Miyazawa Arata, Hong Young-Joo, Makita Shuichi, Kasaragod Deepa, Yasuno Yoshiaki
Computational Optics Group, University of Tsukuba, Tennodai 1-1-1, Tsukuba, Ibaraki 305-8573, Japan.
Biomed Opt Express. 2017 Sep 8;8(10):4396-4418. doi: 10.1364/BOE.8.004396. eCollection 2017 Oct 1.
Jones matrix-based polarization sensitive optical coherence tomography (JM-OCT) simultaneously measures optical intensity, birefringence, degree of polarization uniformity, and OCT angiography. The statistics of the optical features in a local region, such as the local mean of the OCT intensity, are frequently used for image processing and the quantitative analysis of JM-OCT. Conventionally, local statistics have been computed with fixed-size rectangular kernels. However, this results in a trade-off between image sharpness and statistical accuracy.
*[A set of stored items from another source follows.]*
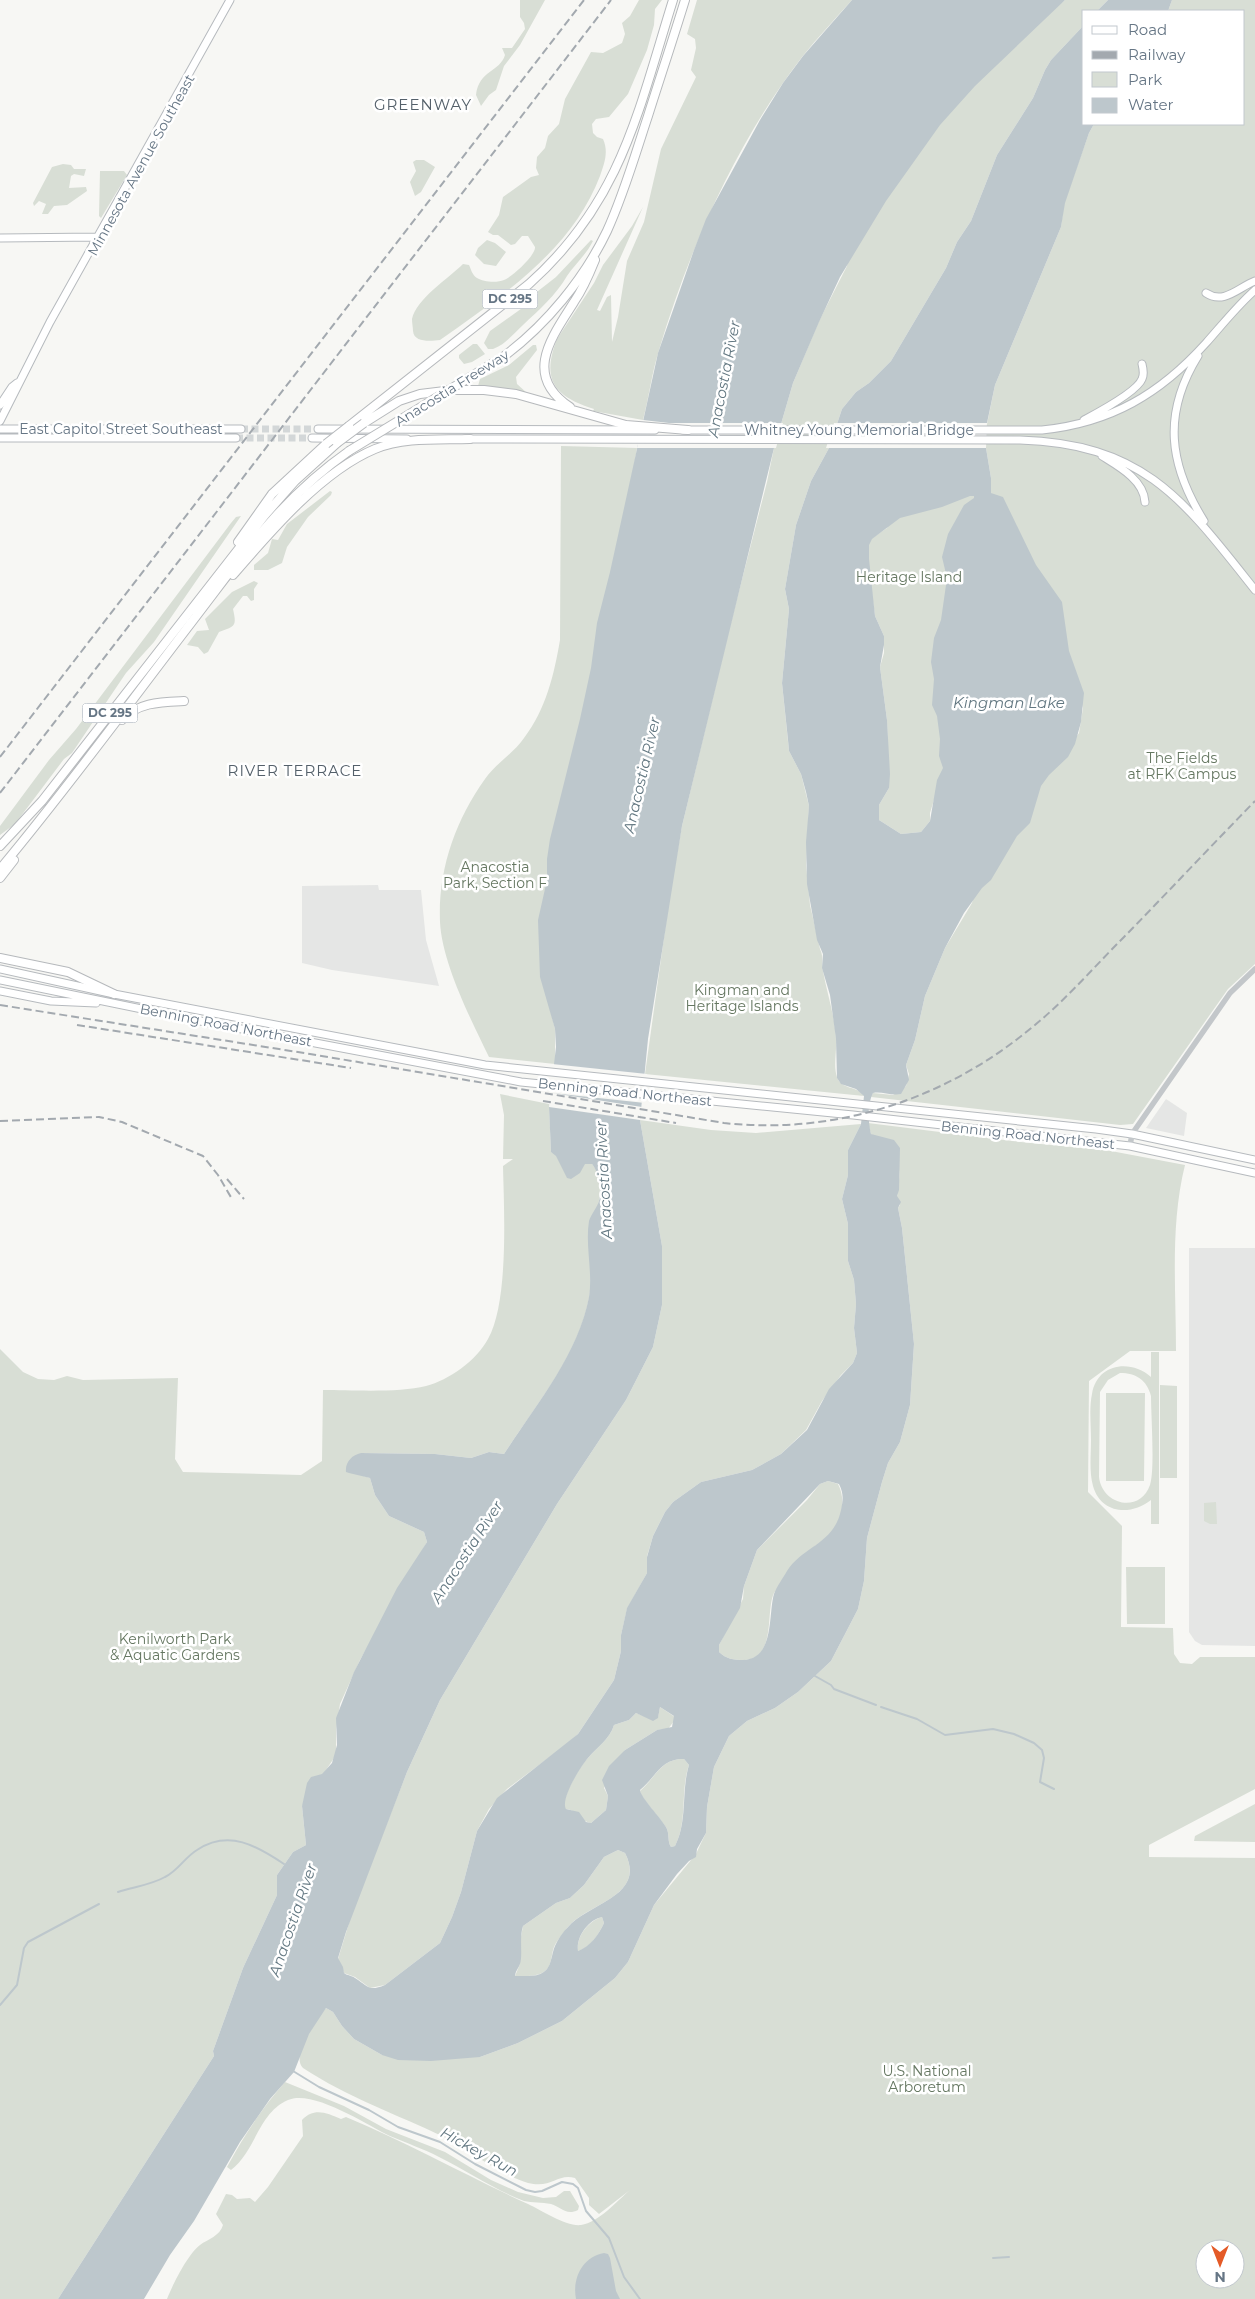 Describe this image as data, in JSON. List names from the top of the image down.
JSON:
{
  "streets": {
    "highway": ["DC 295", "Anacostia Freeway"],
    "main road": [
      "Minnesota Avenue Southeast",
      "East Capitol Street Southeast",
      "Whitney Young Memorial Bridge",
      "Benning Road Northeast"
    ]
  },
  "crossings": [
    ["DC 295", "Anacostia Freeway"]
  ],
  "districts": ["GREENWAY", "RIVER TERRACE"],
  "water": ["Anacostia River", "Kingman Lake", "Hickey Run"],
  "parks": [
    "Heritage Island",
    "The Fields at RFK Campus",
    "Anacostia Park, Section F",
    "Kingman and Heritage Islands",
    "Kenilworth Park & Aquatic Gardens",
    "U.S. National Arboretum"
  ],
  "legend": [
    "Road",
    "Railway",
    "Park",
    "Water"
  ],
  "north": "bottom"
}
We introduce a superpixel method to JM-OCT for generating the flexible kernels of local statistics. A superpixel is a cluster of image pixels that is formed by the pixels' spatial and signal value proximities. An algorithm for superpixel generation specialized for JM-OCT and its optimization methods are presented in this paper. The spatial proximity is in two-dimensional cross-sectional space and the signal values are the four optical features. Hence, the superpixel method is a six-dimensional clustering technique for JM-OCT pixels. The performance of the JM-OCT superpixels and its optimization methods are evaluated in detail using JM-OCT datasets of posterior eyes. The superpixels were found to well preserve tissue structures, such as layer structures, sclera, vessels, and retinal pigment epithelium. And hence, they are more suitable for local statistics kernels than conventional uniform rectangular kernels.
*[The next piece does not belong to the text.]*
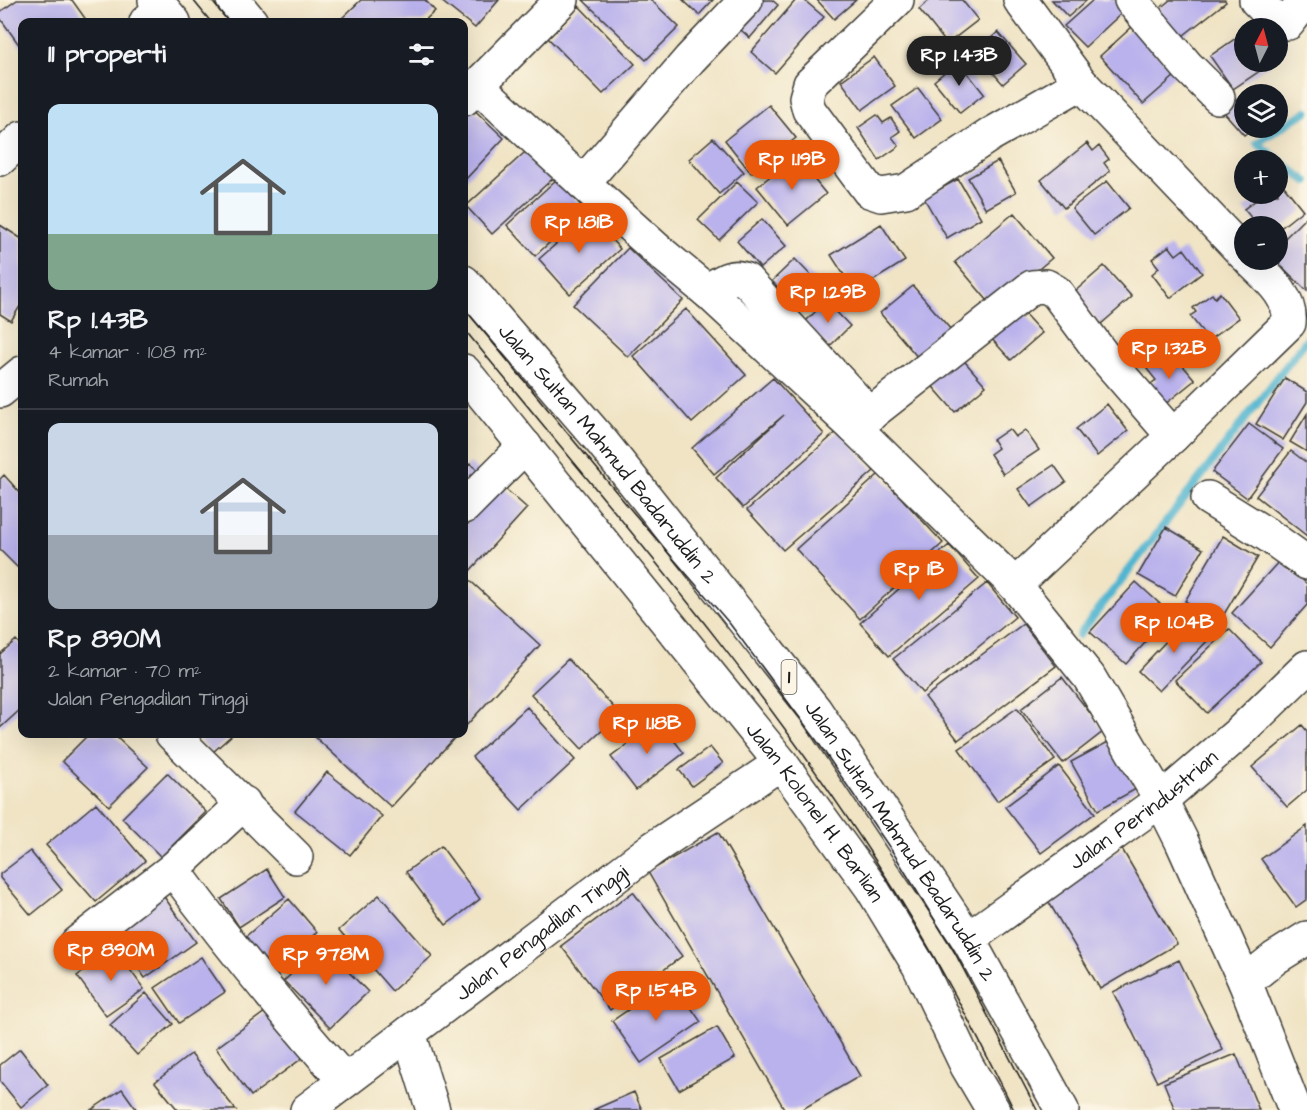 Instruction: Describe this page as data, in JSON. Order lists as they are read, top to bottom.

基于琼斯矩阵的偏振敏感光学相干断层扫描(JM-OCT)可同时测量光强、双折射、偏振均匀度和 OCT 血管造影。局部区域光学特征的统计数据,如 OCT 强度的局部均值,经常用于 JM-OCT 的图像处理和定量分析。传统上,局部统计是使用固定大小的矩形内核计算的。然而,这会导致图像清晰度和统计准确性之间的权衡。我们将超像素方法引入 JM-OCT,以生成局部统计的灵活内核。超像素是由图像像素的空间和信号值接近度形成的图像像素簇。本文提出了一种专门用于 JM-OCT 的超像素生成算法及其优化方法。空间接近度是在二维横截面空间中,信号值是四个光学特征。因此,超像素方法是一种用于 JM-OCT 像素的六维聚类技术。使用后眼的 JM-OCT 数据集详细评估了 JM-OCT 超像素及其优化方法的性能。发现超像素能够很好地保留组织结构,如层结构、巩膜、血管和视网膜色素上皮。因此,它们比传统的均匀矩形内核更适合作为局部统计内核。